Fenestration and dehiscence (FD) pose significant challenges in dental treatments as they adversely affect oral health. Although cone-beam computed tomography (CBCT) provides precise diagnostics, its extensive time requirements and radiation exposure limit its routine use for monitoring. Currently, there is no public dataset that combines intraoral photographs and corresponding CBCT images; this limits the development of deep learning algorithms for the automated detection of FD and other potential diseases. In this paper, we present FDTooth, a dataset that includes both intraoral photographs and CBCT images of 241 patients aged between 9 and 55 years. FDTooth contains 1,800 precise bounding boxes annotated on intraoral photographs, with gold-standard ground truth extracted from CBCT. We developed a baseline model for automated FD detection in intraoral photographs. The developed dataset and model can serve as valuable resources for research on interdisciplinary dental diagnostics, offering clinicians a non-invasive, efficient method for early FD screening without invasive procedures.

FDTooth:用于开窗和裂口检测的口内照片和CBCT图像。
开窗和开裂(FD)对口腔健康产生不利影响,是牙科治疗的一大挑战。尽管锥形束计算机断层扫描(CBCT)提供了精确的诊断,但其广泛的时间要求和辐射暴露限制了其在常规监测中的应用。

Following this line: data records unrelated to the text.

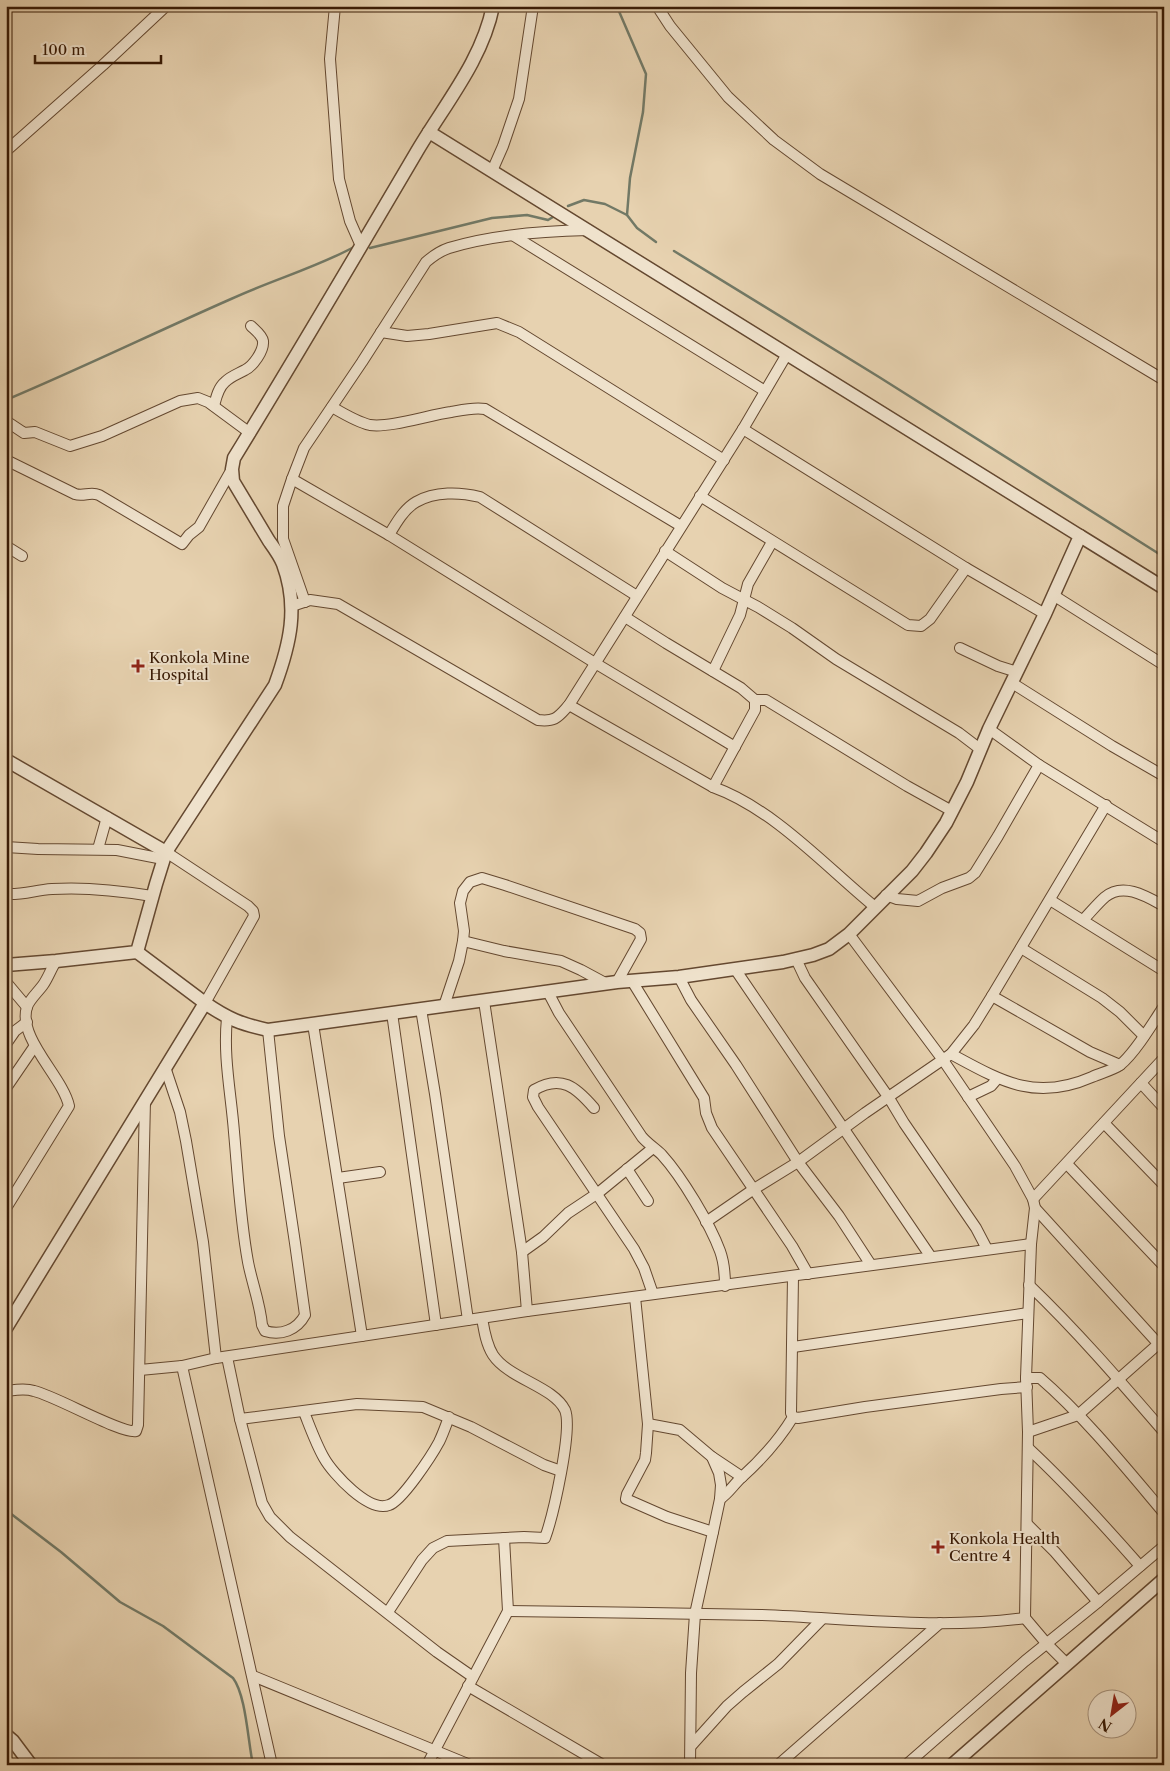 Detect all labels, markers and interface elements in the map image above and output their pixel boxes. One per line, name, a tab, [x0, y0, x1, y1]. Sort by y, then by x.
scale bar	[35, 32, 161, 64]
text: 100 m	[42, 40, 85, 59]
place label: Konkola Mine Hospital	[149, 648, 250, 684]
marker: Konkola Mine Hospital	[131, 659, 145, 673]
place label: Konkola Health Centre 4	[949, 1529, 1061, 1565]
marker: Konkola Health Centre 4	[931, 1540, 945, 1554]
north arrow	[1088, 1688, 1138, 1738]
text: N	[1095, 1714, 1115, 1736]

目前,还没有将口腔内照片和相应的CBCT图像相结合的公共数据集;这限制了用于FD和其他潜在疾病自动检测的深度学习算法的发展。在本文中,我们介绍了FDTooth,这是一个数据集,包括241名年龄在9至55岁之间的患者的口腔内照片和CBCT图像。FDTooth包含1800个精确的边界框,对口内照片进行注释,并从CBCT中提取金标准的真实值。我们开发了一个基线模型,用于在口腔内照片中自动检测FD。开发的数据集和模型可以作为跨学科牙科诊断研究的宝贵资源,为临床医生提供无创、有效的早期FD筛查方法,无需侵入性手术。
本文章由计算机程序翻译,如有差异,请以英文原文为准。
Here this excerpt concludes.